O Supremo Tribunal Federal (STF) definiu, nessa segunda-feira (3), que o pagamento do piso da enfermagem só será pago mediante a carga horário de 44 horas semanais dos profissionais, de modo que se a jornada for inferior o piso será reduzido.
O STF também definiu, por oito votos a dois, que o piso nacional da enfermagem deve ser pago aos trabalhadores do setor público pelos estados e municípios na medida dos repasses federais.
Por voto médio, o Tribunal definiu que prevalece a exigência de negociação sindical coletiva como requisito procedimental obrigatório, mas que, se não houver acordo, o piso deve ser pago conforme fixado em lei. Além disso, a aplicação da lei só ocorrerá depois de passados 60 dias a contar da publicação da ata do julgamento, mesmo que as negociações se encerrem antes desse prazo.
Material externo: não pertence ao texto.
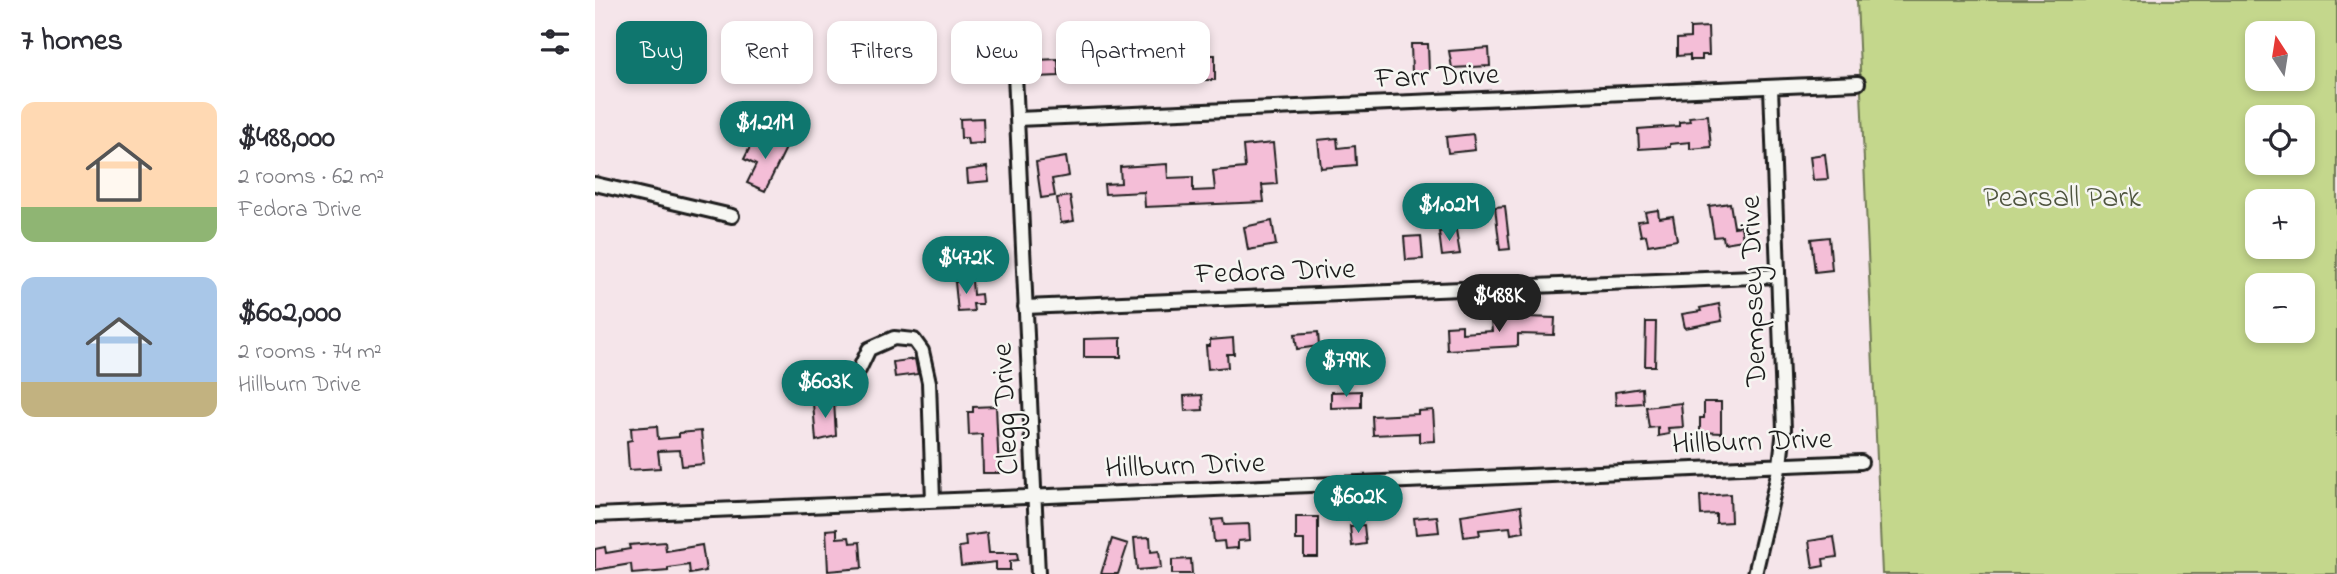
<!DOCTYPE html>
<meta charset="utf-8">
<style>
body{margin:0;font-family:"Indie Flower",sans-serif;background:#f2f2f3;color:#2b2b33;height:100vh;display:flex;flex-direction:column;font-size:26px;white-space:nowrap}
*{box-sizing:border-box;margin:0}
p{font-size:23px;color:#7c7c81}
.icon{flex:none;width:38px;height:38px;fill:none;stroke:currentColor;stroke-width:2;stroke-linecap:round;stroke-linejoin:round}
.map{position:relative;flex:1;overflow:hidden}
.side{display:flex;flex-direction:column;background:#fff;width:595px}
.side>*{flex:none}
.top-card{position:absolute;left:21px;top:21px;width:665px;height:63px;display:flex;gap:14px}
.needle{width:46px;rotate:348deg}
.controls{position:absolute;left:1650px;top:21px;display:grid;gap:14px}
.controls a{display:grid;place-items:center;width:70px;height:70px;border-radius:14px;background:#fff;box-shadow:0 4px 10px #0003;font-size:35px}
.price{position:absolute;translate:-50% -60px;padding:0 16px;border-radius:24px;background:#0f766e;color:#fff;font-size:23px;line-height:46px;filter:drop-shadow(0 2px 4px #0008)}
.price::after{content:'';position:absolute;left:50%;top:42px;width:21px;height:16px;margin-left:-10px;background:inherit;clip-path:polygon(0 0,100% 0,50% 100%)}
.price.active{background:#222;color:#fff}
ul{padding:0;list-style:none}
li{display:flex;align-items:center;gap:21px;height:175px;padding:0 21px}
li span{display:grid;place-items:center;flex:none;width:196px;height:140px;border-radius:14px;color:#555}
li>.icon{margin-inline-start:auto}
span .icon{width:84px;height:84px;fill:#fffc;stroke-width:1}
li b{font-size:30px}
h2{display:flex;justify-content:space-between;align-items:center;height:84px;padding:0 21px;font-size:30px}
.pill{padding:0 24px;border-radius:14px;background:#fff;box-shadow:0 4px 10px #0003;font-size:24px;line-height:63px}
.pill.active{background:#0f766e;color:#fff}
main{display:flex;flex:1;min-height:0}
.map>svg:first-child{display:block}
.green{fill:#c4d78c;stroke:#707a54;stroke-width:2;fill-rule:evenodd}
.building{fill:#f4bed7;stroke:#1c1c1c;stroke-width:2}
.lines{fill:none;stroke-linecap:round;stroke-linejoin:round}
.minor-casing{stroke:#1c1c1c;stroke-width:18}
.minor{stroke:#f6f6f2;stroke-width:12}
.labels{text-anchor:middle;stroke-width:5;stroke-linejoin:round;paint-order:stroke}
.street-label{font-size:30px;fill:#1c1c1c;stroke:#f6f6f2}
.park-label{font-size:30px;fill:#4e543e;stroke:#f6f6f2}
</style>
<main>
<section class="side">
<h2>7 homes<svg class="icon" aria-label="filters" viewBox="0 0 24 24"><path d="M4 7h16M4 17h16"/><circle cx="9" cy="7" r="2"/><circle cx="15" cy="17" r="2"/></svg></h2>
<ul>
<li><span style="background:linear-gradient(#ffd9b3 75%,#8fb573 0)"><svg class="icon" aria-label="home" viewBox="0 0 24 24"><path d="M3 11l9-7 9 7M6 9v11h12V9"/></svg></span><div><b>$488,000</b><p>2 rooms · 62 m²</p><p>Fedora Drive</p></div></li>
<li><span style="background:linear-gradient(#a9c7e8 75%,#c2b280 0)"><svg class="icon" aria-label="home" viewBox="0 0 24 24"><path d="M3 11l9-7 9 7M6 9v11h12V9"/></svg></span><div><b>$602,000</b><p>2 rooms · 74 m²</p><p>Hillburn Drive</p></div></li>
</ul>
</section>
<div class="map">
<svg width="1742" height="574" viewBox="0 0 1742 574">
<rect width="100%" height="100%" fill="#f5e5ea"/>
<filter id="ink" filterUnits="userSpaceOnUse"><feTurbulence type="fractalNoise" baseFrequency=".0143" numOctaves="2"/><feDisplacementMap in="SourceGraphic" scale="14" xChannelSelector="R" yChannelSelector="G"/><feConvolveMatrix kernelMatrix="1 2 1 2 8 2 1 2 1" color-interpolation-filters="sRGB"/></filter>
<g filter="url(#ink)">
<path class="green" d="M1262,0H1742V574H1287ZM1662,33H1708V79H1662ZM1662,117H1708V163H1662ZM1662,201H1708V247H1662ZM1662,285H1708V331H1662Z"/>
<path class="building" d="M1113,27L1114,55H1107V60H1095V55L1082,56V39L1095,38V28Z
M816,44H833L834,72L817,73Z
M894,48L895,66L857,68L854,51Z
M594,55H620V80H594Z
M463,59L464,76L442,77L441,60Z
M1113,115L1116,147L1095,149V142L1075,144V147L1044,149L1043,129L1084,126V122L1095,121L1094,117Z
M388,118L389,143L373,144L372,138H366L365,119Z
M179,134L194,142L170,191L152,183L161,165L149,159L157,143L171,150Z
M878,134L880,150L853,153L851,137Z
M742,138L743,148L760,146L761,165L726,168L723,140Z
M678,143L682,184L667,185L669,202L550,207L549,192L510,194L509,184L526,183L525,167L572,164L573,178L598,177V191L620,190L618,171L650,168L648,146Z
M1230,154L1233,179L1218,180L1215,156Z
M471,157L474,176L457,179L460,196L446,198L441,162Z
M392,167L394,181L373,183L372,170Z
M475,196L479,221L466,223L462,198Z
M1135,203L1139,227L1146,226L1148,240L1129,243L1128,236L1119,237L1114,206Z
M910,206L915,249L905,250L900,207Z
M1063,210L1064,218L1078,216L1082,240L1053,245L1051,235L1046,236L1043,221L1052,220L1050,212Z
M677,221L681,245L653,250L649,227Z
M861,230L865,254L847,256L844,232Z
M826,236L828,259L811,260L809,237Z
M1234,237L1237,270L1220,272L1216,239Z
M377,280L378,295L386,294L387,304H378L379,311L363,312L360,282Z
M1124,304L1127,321L1090,328L1087,314L1106,311L1105,308Z
M932,317L960,318L959,335L923,334V346L852,350L851,326L867,325V333L897,331L896,321L932,319Z
M1051,322H1061L1060,366H1050Z
M723,332L724,346L702,349L700,334Z
M526,338V357H489V339Z
M638,338L639,354H632L633,367L613,369L611,346H615V340Z
M320,359L323,374L300,377L298,362Z
M1047,388L1048,403L1021,405L1020,392Z
M766,391V407L736,408V392Z
M607,395L608,410L590,411L589,396Z
M239,401L241,436L221,441L218,403Z
M1109,402H1126V433L1105,432V418H1109Z
M1086,403L1088,427L1073,428L1074,434L1063,436V427L1054,428L1051,407Z
M401,406L404,473H388L387,434L374,435L373,412H378V407Z
M838,410L840,441L824,442V433L778,435L777,416L823,414V411Z
M62,426L63,439L84,437V433L106,431L109,464L87,466L85,450L63,451L65,468L34,470L32,441L37,440L36,428Z
M1135,494L1136,522L1121,523V514L1106,515L1105,496Z
M926,506L929,532L916,534L915,527L884,530L885,535L869,537L866,515Z
M842,516L844,532L821,534L819,518Z
M701,517H723V557H709V540H701Z
M628,519L629,525L654,524L655,540L643,541V548L630,549L629,541L619,542L617,520Z
M769,525L771,544L757,546L755,526Z
M242,529V538L254,537L255,543L265,542L267,568L233,571L231,530Z
M392,533L394,553H422L423,560L415,561V570H401V562L366,566L364,547L371,546L370,536Z
M555,537L556,552L564,551L566,568L542,570L539,538Z
M1239,537L1242,557L1228,559L1229,566L1218,568L1214,541Z
M517,539L533,544L523,574H506Z
M70,542L71,551L107,545L111,571L95,574L94,565L73,568V571L37,574L36,564L0,570V549L10,547L11,553L35,549L34,545Z
M596,559L597,574H577V560Z"/>
<g class="lines">
<defs>
<path id="minor" d="M418,31L443,574
M422,119L1263,83
M0,184L137,216
M430,307L1183,276
M264,370L274,349L299,338L319,340L327,351L334,382L338,501
M0,515L1266,462
M1160,574L1185,465L1189,429L1176,88"/>
</defs>
<use href="#minor" class="minor-casing"/>
<use href="#minor" class="minor"/>
</g>
</g>
<g class="labels">
<g class="street-label">
<text transform="translate(842 75) rotate(-2)" y="10">Farr Drive</text>
<text transform="translate(680 270) rotate(-2)" y="10">Fedora Drive</text>
<text transform="translate(1157 291) rotate(-92)" y="10">Dempsey Drive</text>
<text transform="translate(409 409) rotate(-93)" y="10">Clegg Drive</text>
<text transform="translate(1157 440) rotate(-2)" y="10">Hillburn Drive</text>
<text transform="translate(590 464) rotate(-2)" y="10">Hillburn Drive</text>
</g>
<g class="park-label">
<text x="1467" y="206">Pearsall Park</text>
</g>
</g>
</svg>
<div class="controls">
<a><svg class="needle" viewBox="-14 -14 28 28"><path d="M0-13l5 13h-10z" fill="#e53935"/><path d="M0 13l5-13h-10z" fill="#7c7c81"/></svg></a>
<a><svg class="icon" aria-label="locate" viewBox="0 0 24 24"><circle cx="12" cy="12" r="6"/><path d="M12 2v4M12 18v4M2 12h4M18 12h4"/></svg></a>
<a>+</a>
<a>−</a>
</div>
<b class="price" style="left:170px;top:161px">$1.21M</b>
<b class="price" style="left:854px;top:243px">$1.02M</b>
<b class="price" style="left:371px;top:296px">$472K</b>
<b class="price active" style="left:904px;top:334px">$488K</b>
<b class="price" style="left:751px;top:399px">$799K</b>
<b class="price" style="left:230px;top:420px">$603K</b>
<b class="price" style="left:763px;top:535px">$602K</b>
<div class="top-card">
<a class="pill active">Buy</a>
<a class="pill">Rent</a>
<a class="pill">Filters</a>
<a class="pill">New</a>
<a class="pill">Apartment</a>
</div>
</div>
</main>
O voto médio foi necessário uma vez que, em relação ao setor privado, três correntes de votos foram registradas. As informações constam da proclamação do resultado da Ação Direta de Inconstitucionalidade (ADI) 7222, que trata do piso, feita pelo presidente em exercício da Corte, ministro Luís Roberto Barroso, que também é relator da ação.
Voto conjunto
Pela primeira vez na história do STF, os ministros Barroso e Gilmar Mendes apresentaram um voto conjunto e se manifestaram pela confirmação da decisão que, em maio deste ano, havia restabelecido o piso salarial nacional de profissionais de enfermagem previsto na Lei 14.434/2022 e fixado diretrizes para a sua implementação.
Barroso e Gilmar disseram também, no seu voto conjunto, que novos pisos nacionais que venham a ser aprovados serão considerados inconstitucionais.
A ação foi proposta pela Confederação Nacional de Saúde, Hospitais e Estabelecimentos e Serviços (CNSaúde).